For lump i go with B&B when available otherwise I'll use Royal Oak
 

Sam Bee

TVWBB All-Star
Just came across this article today....


It was written this past July so it's up to date. What do you folks think?
 

Steve in CO

New member
My experience with Royal Oak briquettes has been quite the opposite of the article's findings. Last summer, I bought five bags from Lowe's when they were on sale for about $5.00/bag. I had seen a number of positive reviews of their product on several forums, so I thought, "Why not?" Instant regret. From the first lighting of it in my Weber chimney, I noticed that the smoke looked dirtier, and had a harsh chemical smell. When I dumped it into the charcoal baskets, the wind shifted and some smoke got in my eyes. It was a quicker and harsher burning sensation than with the KBB I had been previously using. The taste of the food cooked with it was also odd, and had an unpleasant taste. It also seemed to create quite a bit more ash that interfered with air flow in the charcoal baskets, so I had to stir the coals and shake the baskets more than normal to avoid temperature drops.
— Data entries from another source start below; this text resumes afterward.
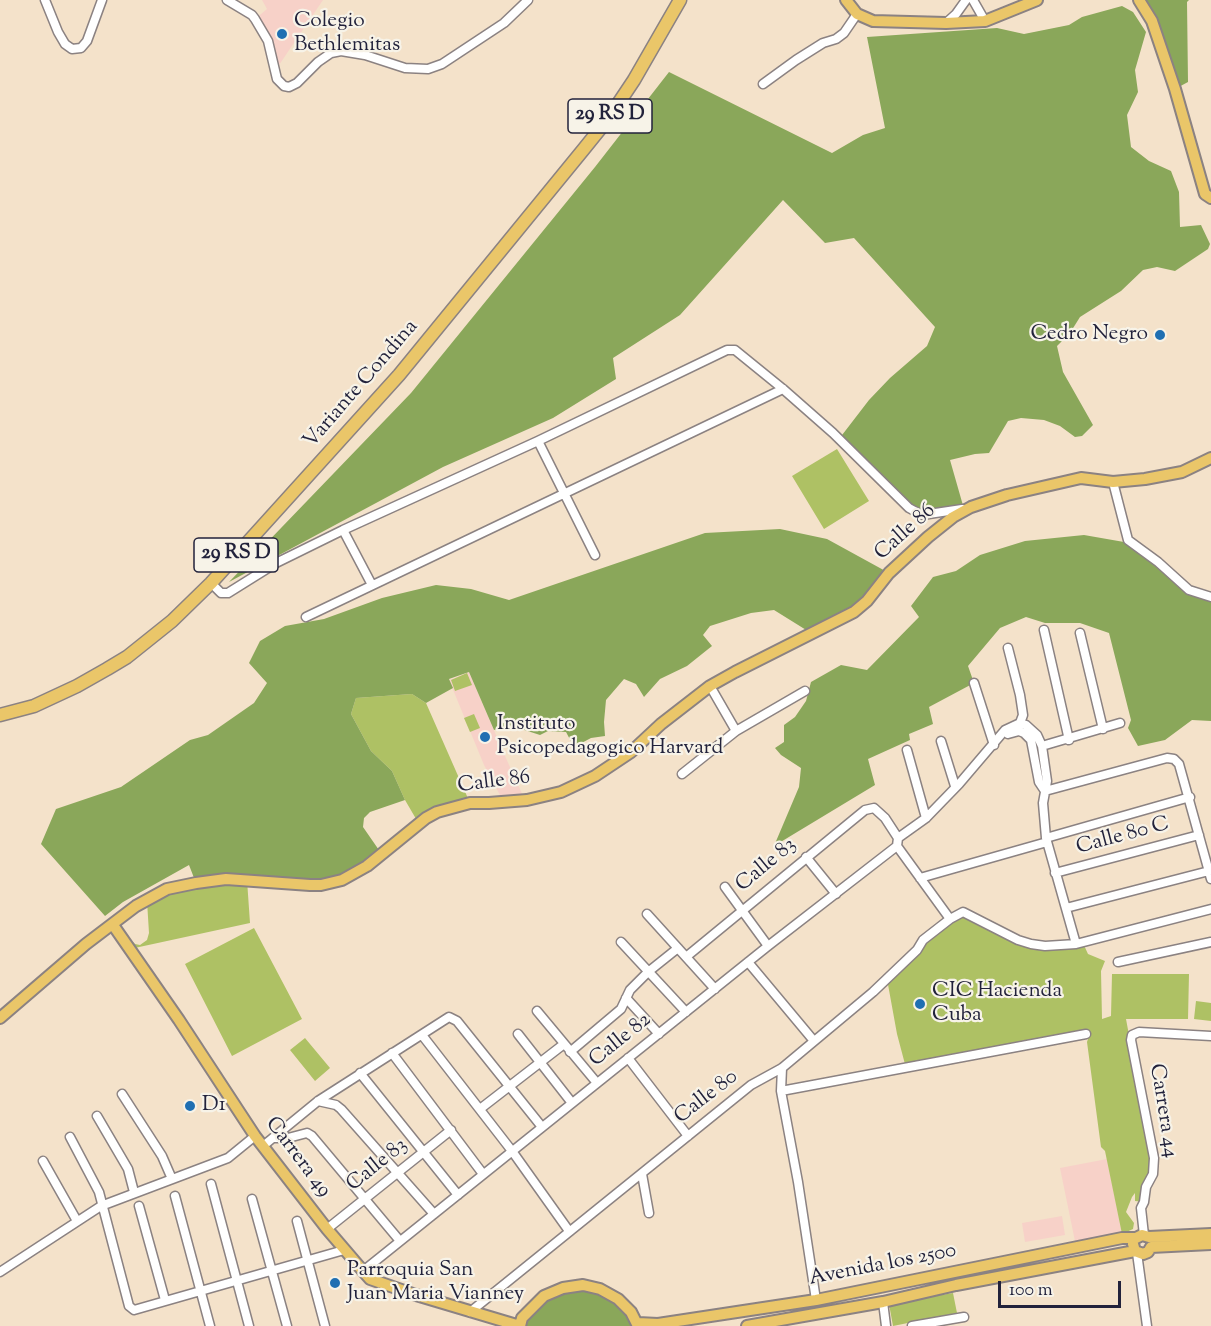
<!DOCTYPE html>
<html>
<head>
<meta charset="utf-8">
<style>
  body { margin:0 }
  #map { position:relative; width:1211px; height:1326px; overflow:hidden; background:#f4e2ca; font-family:"Sorts Mill Goudy",serif }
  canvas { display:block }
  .scale { position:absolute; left:998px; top:1281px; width:123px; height:27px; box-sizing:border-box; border:3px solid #22223b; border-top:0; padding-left:8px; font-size:18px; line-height:21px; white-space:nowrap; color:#22223b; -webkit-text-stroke:4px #f7f3e8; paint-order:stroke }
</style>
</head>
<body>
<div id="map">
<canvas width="1211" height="1326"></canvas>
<div class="scale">100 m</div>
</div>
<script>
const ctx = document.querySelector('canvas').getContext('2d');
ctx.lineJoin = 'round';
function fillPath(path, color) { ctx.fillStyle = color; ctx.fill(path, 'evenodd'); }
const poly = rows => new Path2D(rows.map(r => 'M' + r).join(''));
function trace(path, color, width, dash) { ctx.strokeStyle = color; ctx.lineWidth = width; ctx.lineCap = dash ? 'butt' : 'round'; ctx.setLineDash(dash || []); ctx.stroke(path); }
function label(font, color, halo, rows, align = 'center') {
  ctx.font = font + ' "Sorts Mill Goudy",serif'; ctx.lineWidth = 4.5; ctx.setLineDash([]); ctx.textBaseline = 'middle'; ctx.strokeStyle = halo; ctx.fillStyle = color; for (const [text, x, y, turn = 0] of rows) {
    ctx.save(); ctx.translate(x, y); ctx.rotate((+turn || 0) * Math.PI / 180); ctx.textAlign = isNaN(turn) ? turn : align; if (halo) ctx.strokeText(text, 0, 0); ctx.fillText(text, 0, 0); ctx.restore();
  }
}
const built = poly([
  [262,0,323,0,275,71,255,19,267,9],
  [469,672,505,756,524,798,501,797,484,765,449,680],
  [1107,1159,1122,1234,1076,1246,1060,1168],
  [1062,1216,1065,1235,1025,1242,1022,1223]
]);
const green = poly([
  [837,449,869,501,824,529,792,476],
  [467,673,472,685,455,691,451,680],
  [412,694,426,703,470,803,419,824,405,800,392,771,371,751,351,714,356,698],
  [474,714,480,728,470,732,464,718],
  [247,880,250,923,130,949,126,942,133,942,135,944,140,945,147,940,149,933,147,901,167,889],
  [963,912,1025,947,1031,944,1082,941,1088,954,1105,961,1101,971,1102,1019,1111,1016,1112,974,1189,974,1188,1019,1126,1019,1139,1089,1150,1165,1147,1179,1142,1186,1146,1187,1144,1202,1135,1201,1135,1193,1132,1197,1126,1212,1134,1223,1133,1229,1122,1234,1105,1151,1101,1147,1087,1042,1089,1036,1086,1029,1086,1034,906,1068,897,1034,887,979,923,940],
  [254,928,302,1019,232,1056,185,964],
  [1196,1001,1211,1003,1211,1021,1194,1019],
  [305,1038,330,1068,315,1081,290,1050],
  [953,1293,957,1313,893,1326,889,1304]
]);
const forest = poly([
  [1136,0,1189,0,1187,2,1188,82,1175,89,1163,45],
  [1122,6,1133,12,1146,32,1135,70,1138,92,1127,115,1131,147,1149,161,1171,171,1179,192,1180,227,1201,225,1210,244,1208,249,1175,271,1157,267,1143,270,1121,291,1080,317,1070,333,1057,346,1063,372,1093,425,1082,436,1075,437,1060,426,1044,420,1021,418,1008,421,989,453,975,454,950,460,964,509,918,513,839,439,869,400,890,378,927,346,935,327,854,238,825,243,783,200,680,315,613,358,616,379,553,418,443,467,229,582,411,393,595,167,669,72,832,153,863,135,885,128,867,37,997,28,1024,34,1069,25,1082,17],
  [780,529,827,539,889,573,872,594,811,633,774,610,751,613,710,626,703,635,712,646,687,666,660,679,644,697,636,684,624,679,606,700,604,722,605,736,591,738,574,747,566,732,548,731,540,735,509,725,494,730,469,672,449,679,453,688,426,703,412,694,356,698,351,714,371,751,392,771,405,800,370,812,364,818,363,827,381,853,334,882,196,883,189,865,123,902,105,916,41,844,56,809,121,787,190,740,208,735,254,703,267,683,249,663,260,641,285,626,324,619,382,598,436,585,471,589,509,600,705,533],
  [1084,535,1124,542,1158,562,1189,590,1211,599,1211,721,1192,720,1165,740,1138,746,1128,728,1131,720,1109,633,1080,623,1045,623,1026,617,1000,628,968,666,974,683,929,707,933,724,909,734,910,740,868,759,875,785,774,846,799,787,801,768,781,755,775,748,784,742,784,725,795,717,806,701,811,682,841,665,867,670,919,617,911,606,933,577,956,571,980,555,1025,541],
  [600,1289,640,1326,520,1326,554,1290]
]);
const minor = poly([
  [45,0,58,32,65,44,72,49,81,48,87,41,102,0],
  [227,0,252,15,255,19,268,41,277,79,284,86,289,87,297,83,318,62,331,53,341,51,365,55,405,68,428,69,442,64,504,23,528,0],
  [973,0,985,21],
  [946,23,956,14,966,0],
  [763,84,796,60,823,43,836,39,844,33,857,14],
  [538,441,595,555],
  [1113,482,1128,540,1158,562,1189,590,1211,597],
  [343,530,372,585],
  [211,583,221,593,228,593,276,563,343,530,538,441,727,350,735,350,783,389,833,433,909,508,922,515,962,509],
  [306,617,783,389],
  [1044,630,1069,740],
  [1080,633,1103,729],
  [1008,648,1020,695,1023,715,1020,723],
  [974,683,994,745],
  [710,686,736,731],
  [1008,734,1019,731,1024,733,1031,740,1039,782,1045,791],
  [941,741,955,786],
  [1042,746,1120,723],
  [907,750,926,818],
  [682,774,736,731,805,691],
  [1045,791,1167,758,1174,759,1179,764,1211,879],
  [898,838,926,818,959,784,1005,730,1020,723,1026,725,1037,735,1042,746,1047,781,1043,803,1046,838,1076,944],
  [1046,838,1190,797],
  [897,846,950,919],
  [806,857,836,894],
  [1055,873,1199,835],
  [920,878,1047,842],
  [725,887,768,946],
  [1066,908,1209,871],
  [647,914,715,989],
  [621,942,686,1012],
  [686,957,865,810,874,808,885,818,898,838],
  [748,962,814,1041],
  [1118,962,1211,942],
  [626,998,659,1034],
  [537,1011,597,1083],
  [518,1034,572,1103],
  [422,1035,512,1151,569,1231],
  [570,1052,621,1009,630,990,648,972,678,948],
  [392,1053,483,1174],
  [628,1058,688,1136],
  [782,1068,781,1091,798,1182,816,1300],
  [360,1073,458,1195],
  [781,1091,1086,1034],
  [122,1094,162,1156,172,1179],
  [318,1101,336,1105,341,1109,434,1214],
  [480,1109,564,1044],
  [97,1116,128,1169,134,1192],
  [70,1137,99,1192,129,1306,134,1310,344,1250],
  [273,1138,288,1138,307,1133,312,1136,400,1241],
  [263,1146,318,1101,449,1017,457,1021,542,1127],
  [43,1161,77,1221],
  [642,1174,649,1213],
  [211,1184,249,1326],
  [175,1196,210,1326],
  [252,1199,287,1326],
  [139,1206,165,1300],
  [297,1221,325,1326],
  [327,1229,451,1130],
  [1144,1235,1141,1208,1144,1202,1146,1187,1153,1174,1154,1158,1131,1040,1132,1035,1139,1032,1211,1036],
  [1137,1253,1147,1326],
  [363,1271,768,946,897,846,898,838],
  [0,1272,101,1206,228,1158,255,1136],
  [883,1302,886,1326],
  [470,1312,751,1085,782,1068,873,992,917,950,923,940,950,919,963,912,1018,940,1031,944,1045,946,1076,944,1211,909],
  [912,1326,964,1317]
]);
const major = poly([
  [846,0,857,14,873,21,946,23,985,21,1037,0],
  [1139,0,1152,21,1175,89,1205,194,1211,198],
  [113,925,179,1020,255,1136,327,1229,363,1271,370,1279,416,1295,520,1326],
  [0,1018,86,944,136,906,167,889,196,883,226,879,310,885,321,885,342,880,367,866,426,818,437,812,470,803,489,803,527,800,561,792,595,776,631,752,661,724,710,686,735,672,854,612,867,601,889,573,928,537,953,517,971,507,1007,495,1081,478,1113,482,1145,479,1182,472,1211,458],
  [1133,1244,1135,1251,1143,1254,1148,1252,1151,1247,1211,1244],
  [638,1323,658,1324,816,1300,1122,1238,1136,1238,1142,1235,1149,1237,1211,1234],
  [520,1326,522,1318,544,1296,563,1288,583,1285,600,1289,618,1299,631,1312,638,1326],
  [747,1326,883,1302,956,1285,1135,1251]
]);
const highway = poly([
  [0,715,34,706,77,686,107,669,127,657,172,621,211,583,399,375,583,150,608,119,634,80,680,0]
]);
const markers = [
  [282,34,6,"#1f6fb2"],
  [1160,335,6,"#1f6fb2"],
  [485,737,6,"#1f6fb2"],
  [920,1004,6,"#1f6fb2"],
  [190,1106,6,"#1f6fb2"],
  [335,1283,6,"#1f6fb2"]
];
const shields = [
  [610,116,84],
  [236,555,84]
];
const shieldNames = [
  ["29 RS D",610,116],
  ["29 RS D",236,555]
];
const poiNames = [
  ["Colegio",294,22],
  ["Bethlemitas",294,46],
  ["Cedro Negro",1148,335,"right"],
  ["Instituto",497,725],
  ["Psicopedagogico Harvard",497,749],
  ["CIC Hacienda",932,992],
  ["Cuba",932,1016],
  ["D1",202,1106],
  ["Parroquia San",347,1271],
  ["Juan Maria Vianney",347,1295]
];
const streetNames = [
  ["Variante Condina",362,385,-49],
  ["Calle 86",906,533,-42],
  ["Calle 86",494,783,-7],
  ["Calle 80 C",1123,837,-15],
  ["Calle 83",767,866,-40],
  ["Calle 82",621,1041,-39],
  ["Calle 80",707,1098,-38],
  ["Carrera 44",1162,1111,81],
  ["Carrera 49",297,1158,53],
  ["Calle 83",378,1166,-39],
  ["Avenida los 2500",883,1266,-11]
];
fillPath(built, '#f7d1c8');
fillPath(green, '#aec164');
fillPath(forest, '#8aa75a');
trace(minor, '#8b8282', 11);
trace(major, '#8b8282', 14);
trace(highway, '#8b8282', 15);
trace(minor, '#fff', 8);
trace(major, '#eac669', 10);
trace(highway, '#eac669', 12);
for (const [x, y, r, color] of markers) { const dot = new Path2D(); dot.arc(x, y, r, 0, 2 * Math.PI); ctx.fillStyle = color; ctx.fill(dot); trace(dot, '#f7f3e8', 2); }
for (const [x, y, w] of shields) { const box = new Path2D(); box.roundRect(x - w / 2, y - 17, w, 34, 4.5); ctx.fillStyle = '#f7f3e8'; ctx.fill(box); trace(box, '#22223b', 1.5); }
label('bold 20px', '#22223b', null, shieldNames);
label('21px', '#22223b', '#f7f3e8', poiNames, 'left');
label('21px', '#22223b', '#f7f3e8', streetNames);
</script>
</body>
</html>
I'm kinda cheap, and I don't like wasting things. (Except for time; I'm really good at wasting time.) So, I kept cooking with the remaining bags, in the hopes that things might improve. Nope. Still burned my eyes more. Still taunted my bad decision every time I stepped into the backyard during a cook with the weird chemical smell. Still imparted an "off" taste to the food. Still ended up with a lot of ash. On the plus side, I probably did grill a little more often in my attempt to burn through all of it.

Would I use it again? Not even if it were free.

However, in watching Malcom Reeeeeddd on YouTube, I noticed that he frequently uses Royal Oak lump charcoal. I saw a bag in a store at a relatively low price, so I bought one. One; just one bag. Turns out, I liked the experience with it. I did have a lot of small pieces that readily fell through the charcoal basket slots and grates. -Maybe it's like a bag of chips with a bunch of broken bits. I'm willing to try it again, along with other lump products. I've also heard about other lines within the Royal Oak briquette family. I haven't seen them so I can't comment.
 

timothy

TVWBB Olympian
Ro briquettes and lump vary state to state ( and I don't know why) so I guess some have bad experiences.
Me, Ro has always been a reliable fuel, even the Embers brand that HD carries...
 

Jim C in Denver

TVWBB Super Fan

For briquettes, I agree with this guy's test.

B&B best. KBB solid #2.

RO and Embers distant 3 and 4.

Since it is easily available, I go KBB or KPro if on sale.
 

M Andreyka

TVWBB Member

For briquettes, I agree with this guy's test.

B&B best. KBB solid #2.

RO and Embers distant 3 and 4.

Since it is easily available, I go KBB or KPro if on sale.
I’ve been using kingsford pro for a while now because I got a bunch on sale, getting close to running out. How does standard kingsford compare in the WSM? Or should I just look for more pro?